Lonely Planet Writer

Cabo Verde aims to be fully powered by renewable energy within eight years

The petite island archipelago nation of Cabo Verde (formerly Cape Verde), which floats almost 600km off the coast of Senegal in West Africa, has set an ambitious goal of obtaining all of its energy from renewable sources by 2025.

Santa Maria, Sal, Cabo Verde. Image by Michael Runkel / robertharding/Getty Images

The recent announcement forms part of the country’s ‘sustainable energy for all’ agenda, something that is aimed to help the environment and reduce the expensive cost of electricity for Cabo Verdeans. Historically, this ten-island nation has mostly used generators running on imported petroleum products to provide electricity for industry and its residents, who now number 550,000. And about a third of this population still relies on the burning of firewood or charcoal for cooking.

Ponta do Sol, Cabo Verde. Image by cinoby/Getty Images

Progress has been made already, however, with about one quarter of Cabo Verde’s per capita electricity consumption (727kWh per person per year, almost 160% more than the average figure for sub-Saharan Africa) now being provided by renewable resources. But given the fact the country’s total energy consumption is doubling every five years, the target is a moving one. The government believes that using pioneering technology to capture (and crucially, to store) energy through a diverse set of assets – wind farms, solar arrays, pumped hydro power, geothermal systems and marine energy – will enable the country to achieve its goal. This would be a unique achievement as all the other countries who have come close to this target have done so primarily with large hydroelectric resources, something Cabo Verde lacks.

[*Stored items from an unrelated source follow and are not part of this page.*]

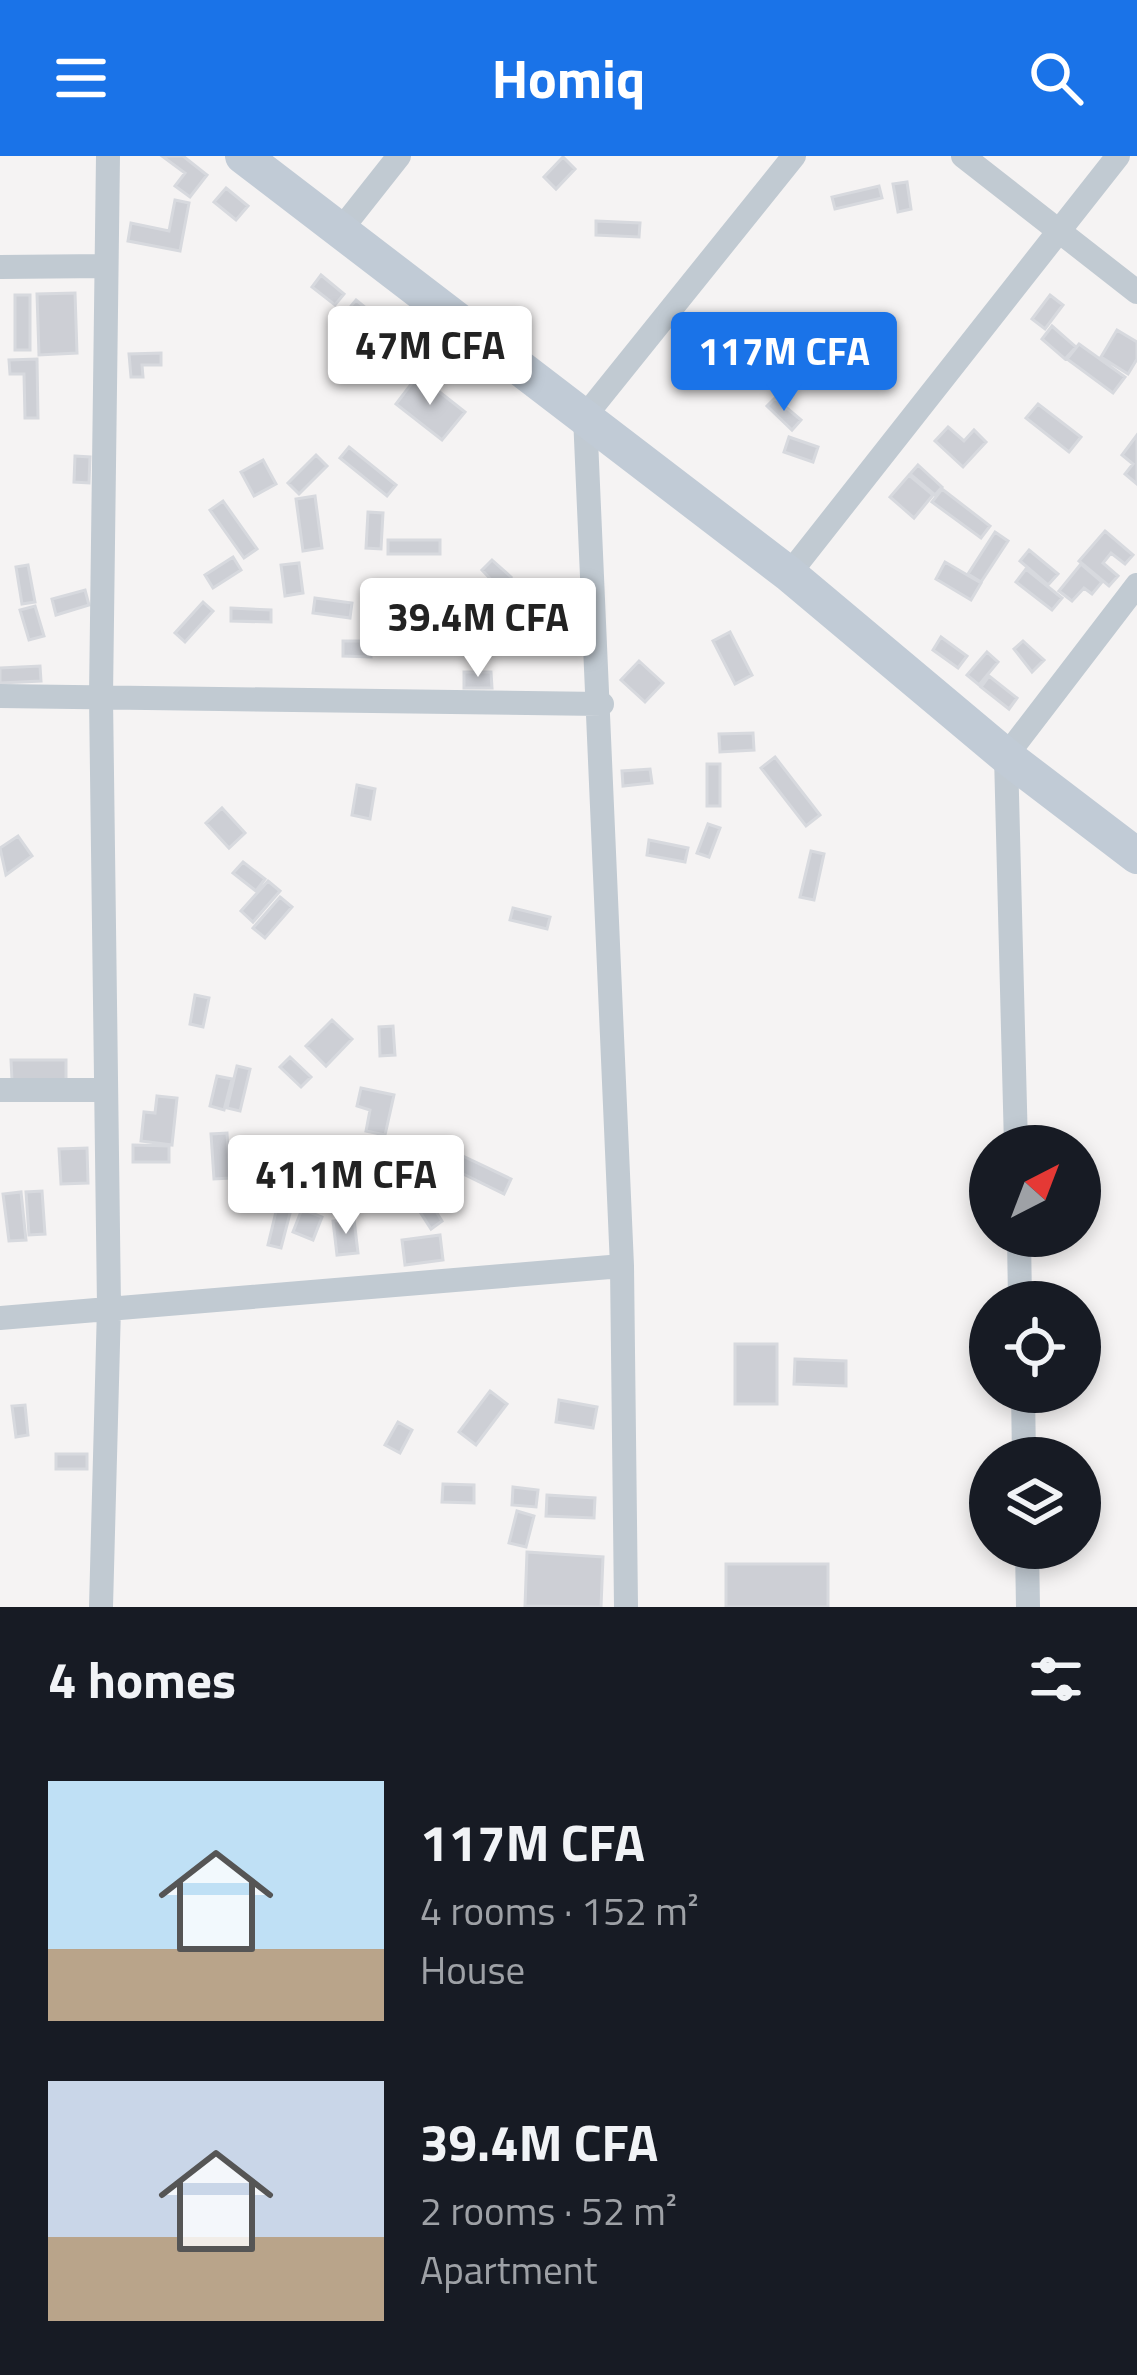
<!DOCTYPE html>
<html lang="en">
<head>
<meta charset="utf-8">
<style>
  body { margin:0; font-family:"Titillium Web",sans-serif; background:#20242c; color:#f1f3f6; height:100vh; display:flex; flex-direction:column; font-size:45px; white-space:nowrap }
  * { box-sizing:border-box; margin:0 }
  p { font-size:39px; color:#9ea1a6 }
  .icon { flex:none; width:66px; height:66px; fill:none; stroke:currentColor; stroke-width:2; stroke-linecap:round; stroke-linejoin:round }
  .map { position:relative; height:1451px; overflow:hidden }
  .drawer { display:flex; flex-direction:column; background:#171b24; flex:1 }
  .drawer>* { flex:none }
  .needle { width:78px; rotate:42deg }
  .fabs { position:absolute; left:969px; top:969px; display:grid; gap:24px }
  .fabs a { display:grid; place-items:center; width:132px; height:132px; border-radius:50%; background:#171b24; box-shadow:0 6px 18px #0003; font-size:60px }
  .price { position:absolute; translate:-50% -102px; padding:0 27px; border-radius:12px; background:#fff; color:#222; font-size:39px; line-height:78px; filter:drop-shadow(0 3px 6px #0008) }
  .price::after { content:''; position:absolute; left:50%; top:72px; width:36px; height:27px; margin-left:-18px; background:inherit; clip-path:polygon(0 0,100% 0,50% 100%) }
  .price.on { background:#1a73e8; color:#fff }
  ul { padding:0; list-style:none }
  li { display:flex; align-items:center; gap:36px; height:300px; padding:0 48px }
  li span { display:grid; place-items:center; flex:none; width:336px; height:240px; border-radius:0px; color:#555 }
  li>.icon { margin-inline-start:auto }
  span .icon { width:144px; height:144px; fill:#fffc; stroke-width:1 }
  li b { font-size:51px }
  h2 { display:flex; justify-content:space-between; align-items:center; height:144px; padding:0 48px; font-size:51px }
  header { display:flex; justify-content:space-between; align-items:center; height:156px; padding:0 48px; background:#1a73e8; color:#fff; font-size:54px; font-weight:700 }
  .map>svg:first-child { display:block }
</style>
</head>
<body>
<header><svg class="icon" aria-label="menu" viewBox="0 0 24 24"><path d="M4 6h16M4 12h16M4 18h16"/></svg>Homiq<svg class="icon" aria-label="search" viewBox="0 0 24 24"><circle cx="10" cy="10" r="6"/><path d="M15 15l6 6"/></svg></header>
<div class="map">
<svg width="1137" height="1451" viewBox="0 0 1137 1451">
  <rect width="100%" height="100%" fill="#f5f3f3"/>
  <path fill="#cdcfd5" stroke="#d7d9de" stroke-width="3" d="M 162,0 L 183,0 L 207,19 L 190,41 L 175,30 L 185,17 Z
    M 563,1 L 575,13 L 556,33 L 544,21 Z
    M 907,26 L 911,53 L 898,56 L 893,28 Z
    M 879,30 L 882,42 L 835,53 L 832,41 Z
    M 226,32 L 248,50 L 236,64 L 214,46 Z
    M 175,44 L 189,47 L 180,95 L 128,85 L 131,67 L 169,75 Z
    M 596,65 L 640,67 L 639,81 L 596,79 Z
    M 321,119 L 344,138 L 335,149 L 312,131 Z
    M 75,137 L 77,197 L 39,199 L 37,138 Z
    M 15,139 L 30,139 L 30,194 L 15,194 Z
    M 1050,139 L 1063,149 L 1045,173 L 1032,163 Z
    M 356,144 L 378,162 L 368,174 L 346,156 Z
    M 1052,170 L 1076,191 L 1065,203 L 1042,183 Z
    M 1117,174 L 1137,186 L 1137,203 L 1128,218 L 1101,201 Z
    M 1079,188 L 1125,221 L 1113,237 L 1067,203 Z
    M 161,197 L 161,209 L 142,209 L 143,221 L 131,221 L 129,198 Z
    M 37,203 L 38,262 L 25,262 L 24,218 L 10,218 L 9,204 Z
    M 418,219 L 465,256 L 442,284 L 396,248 Z
    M 775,242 L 801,264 L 792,274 L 767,250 Z
    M 1038,248 L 1081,281 L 1069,296 L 1026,262 Z
    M 948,271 L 964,285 L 974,274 L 986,286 L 963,311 L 935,285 Z
    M 1137,279 L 1137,328 L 1125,318 L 1133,308 L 1122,299 Z
    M 789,281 L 818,291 L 813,306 L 784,296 Z
    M 349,291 L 396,329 L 387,340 L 340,302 Z
    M 316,299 L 327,310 L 299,338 L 288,327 Z
    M 75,300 L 90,301 L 89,327 L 74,326 Z
    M 263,304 L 276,328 L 254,340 L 241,316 Z
    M 918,309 L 942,331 L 935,339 L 910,318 Z
    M 909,319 L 933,339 L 914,362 L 890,341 Z
    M 942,333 L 990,370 L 981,382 L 932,346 Z
    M 315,340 L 322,392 L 303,395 L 296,343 Z
    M 223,345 L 257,393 L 244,402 L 210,354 Z
    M 368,356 L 383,357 L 381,393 L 366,392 Z
    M 1105,375 L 1133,399 L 1125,408 L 1111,397 L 1103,407 L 1118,420 L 1109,430 L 1079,405 Z
    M 995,376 L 1008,385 L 981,426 L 968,418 Z
    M 388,384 L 440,384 L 440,398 L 388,398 Z
    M 1029,394 L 1058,418 L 1048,429 L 1020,405 Z
    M 233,401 L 241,414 L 213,432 L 205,419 Z
    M 492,404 L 511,421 L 500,433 L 482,414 Z
    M 945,406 L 981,427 L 971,444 L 936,423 Z
    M 299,407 L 303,437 L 285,440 L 281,409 Z
    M 1081,408 L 1102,426 L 1092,438 L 1084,432 L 1072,445 L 1059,435 Z
    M 28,409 L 35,446 L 22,448 L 16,411 Z
    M 1026,413 L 1062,442 L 1052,454 L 1016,426 Z
    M 85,434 L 89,449 L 56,459 L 52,443 Z
    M 496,437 L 498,463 L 464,466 L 462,440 Z
    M 315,442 L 352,447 L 350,462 L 313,457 Z
    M 203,446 L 213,455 L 185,486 L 175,477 Z
    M 35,450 L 44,480 L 29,484 L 20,454 Z
    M 231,452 L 271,454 L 271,466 L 231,465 Z
    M 730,476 L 752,519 L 735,528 L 713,485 Z
    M 941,481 L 967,500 L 958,512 L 933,494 Z
    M 343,485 L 370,485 L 371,501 L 343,500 Z
    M 1023,485 L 1044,504 L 1032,516 L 1014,493 Z
    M 987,496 L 998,506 L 979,529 L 967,519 Z
    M 639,505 L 663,527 L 645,546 L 621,524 Z
    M 40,510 L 41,525 L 0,527 L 0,512 Z
    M 464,516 L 491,516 L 492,532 L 464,532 Z
    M 989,520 L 1017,542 L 1009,553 L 981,531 Z
    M 753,577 L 754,594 L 720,596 L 719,578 Z
    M 775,601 L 820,659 L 806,670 L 761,612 Z
    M 707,608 L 720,608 L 720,650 L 707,650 Z
    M 650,613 L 652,627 L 623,630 L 622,615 Z
    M 357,629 L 375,633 L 370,663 L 352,659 Z
    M 222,652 L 245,677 L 229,692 L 206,667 Z
    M 708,668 L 720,672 L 709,701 L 697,697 Z
    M 18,680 L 32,700 L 6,719 L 0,692 Z
    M 649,684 L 688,692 L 685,706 L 647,699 Z
    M 811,695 L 824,698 L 814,744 L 800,741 Z
    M 243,706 L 265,723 L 256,735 L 233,717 Z
    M 268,725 L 280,735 L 253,766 L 241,755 Z
    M 280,741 L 292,751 L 265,782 L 253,772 Z
    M 513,752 L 550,761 L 547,773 L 510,764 Z
    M 195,839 L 209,842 L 203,871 L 190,868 Z
    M 332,864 L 352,883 L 326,910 L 306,890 Z
    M 393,870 L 395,899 L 380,900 L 379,871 Z
    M 290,901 L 311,921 L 301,931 L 280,911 Z
    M 11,904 L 66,904 L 66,924 L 12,924 Z
    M 237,910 L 250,913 L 240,955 L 227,952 Z
    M 217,920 L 232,923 L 224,954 L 210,950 Z
    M 361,932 L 394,939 L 385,979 L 366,975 L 370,954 L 357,950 Z
    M 157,940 L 177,942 L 172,989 L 141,985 L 144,956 L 155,957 Z
    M 227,977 L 230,1022 L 214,1023 L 211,978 Z
    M 133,989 L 169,990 L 169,1006 L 133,1006 Z
    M 87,992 L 88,1027 L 61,1028 L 59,993 Z
    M 446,992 L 511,1023 L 504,1038 L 439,1006 Z
    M 42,1035 L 45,1078 L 29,1079 L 26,1036 Z
    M 21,1036 L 26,1084 L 9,1085 L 3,1038 Z
    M 425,1038 L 442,1065 L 431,1073 L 413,1045 Z
    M 279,1043 L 293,1046 L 281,1092 L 268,1089 Z
    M 302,1053 L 322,1061 L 313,1084 L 293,1076 Z
    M 354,1063 L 358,1097 L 337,1099 L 333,1065 Z
    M 440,1079 L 443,1104 L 405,1109 L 402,1084 Z
    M 735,1188 L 777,1188 L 777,1248 L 735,1248 Z
    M 795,1203 L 846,1205 L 846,1230 L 794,1228 Z
    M 490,1235 L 507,1248 L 476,1289 L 459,1276 Z
    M 559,1244 L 597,1251 L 593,1272 L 556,1266 Z
    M 25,1249 L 28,1279 L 16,1281 L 12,1250 Z
    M 398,1266 L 412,1274 L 400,1297 L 385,1289 Z
    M 56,1298 L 87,1298 L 87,1313 L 56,1313 Z
    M 443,1328 L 474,1329 L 474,1347 L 442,1346 Z
    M 513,1331 L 538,1334 L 536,1351 L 512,1349 Z
    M 547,1339 L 595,1342 L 594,1362 L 546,1360 Z
    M 517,1355 L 534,1360 L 526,1391 L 509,1387 Z
    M 527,1396 L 603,1401 L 601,1451 L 525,1450 Z
    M 726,1408 L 828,1408 L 828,1451 L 726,1451 Z"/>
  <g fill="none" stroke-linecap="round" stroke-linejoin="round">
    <path stroke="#c1cad2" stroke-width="24" d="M 963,0 L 1137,136
      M 339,76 L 399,0
      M 0,111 L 106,110
      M 789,418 L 1118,0
      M 0,540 L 602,548
      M 0,934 L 106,934
      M 1016,990 L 1006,600 L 1137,429
      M 1019,1080 L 1020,1146
      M 0,1162 L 622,1110
      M 1023,1236 L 1024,1302
      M 1027,1392 L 1028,1451
      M 101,1451 L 109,1151 L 101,541 L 108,0
      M 626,1451 L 622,1110 L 585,260 L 794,0"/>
    <path stroke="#c1cbd6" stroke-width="36" d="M 243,0 L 789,418 L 1006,600 L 1137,700"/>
  </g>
</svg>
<div class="fabs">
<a><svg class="needle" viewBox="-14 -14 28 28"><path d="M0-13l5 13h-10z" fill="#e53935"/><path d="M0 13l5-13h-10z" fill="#9ea1a6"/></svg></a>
<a><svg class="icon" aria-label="locate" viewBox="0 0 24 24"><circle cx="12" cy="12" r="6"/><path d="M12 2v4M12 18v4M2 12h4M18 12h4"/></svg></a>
<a><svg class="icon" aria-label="layers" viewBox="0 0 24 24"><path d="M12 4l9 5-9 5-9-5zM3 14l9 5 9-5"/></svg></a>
</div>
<b class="price" style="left:430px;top:252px">47M CFA</b>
<b class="price on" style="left:784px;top:258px">117M CFA</b>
<b class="price" style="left:478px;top:524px">39.4M CFA</b>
<b class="price" style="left:346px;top:1081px">41.1M CFA</b>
</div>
<section class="drawer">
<h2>4 homes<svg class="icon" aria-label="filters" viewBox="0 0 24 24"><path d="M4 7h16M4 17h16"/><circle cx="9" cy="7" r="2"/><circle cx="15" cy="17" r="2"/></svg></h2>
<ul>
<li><span style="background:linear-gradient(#bfe0f5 70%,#b9a48a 0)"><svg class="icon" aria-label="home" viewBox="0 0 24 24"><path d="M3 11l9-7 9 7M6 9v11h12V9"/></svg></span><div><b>117M CFA</b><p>4 rooms · 152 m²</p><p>House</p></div></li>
<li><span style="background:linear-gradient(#c9d6e8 65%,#b9a48a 0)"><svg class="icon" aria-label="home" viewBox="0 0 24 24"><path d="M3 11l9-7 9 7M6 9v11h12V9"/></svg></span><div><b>39.4M CFA</b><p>2 rooms · 52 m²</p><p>Apartment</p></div></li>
</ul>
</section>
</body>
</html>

A kitesurfer surfs a wave on a sunny day in Sal, Cabo Verde Islands. Image by Jody MacDonald/Getty Images

One novel part in the puzzle may be the nation’s desalination systems, which provide drinking water for much of the population. They currently use large amounts of electricity, but by scheduling their use to times when wind turbines are operating and when electricity demand is low will help maximise their efficiency. And pumping this water up into reservoirs during these minimal usage periods will also enable hydroelectric power to be harnessed at times when more electricity is in demand.

The country may also be able to harness ocean thermal energy conversion, an emerging technology that uses the difference between warm surface waters and the frigid, deep ocean water to create electricity. Powering an entire nation from renewable energy is a huge target, but it’s one everyone can get behind.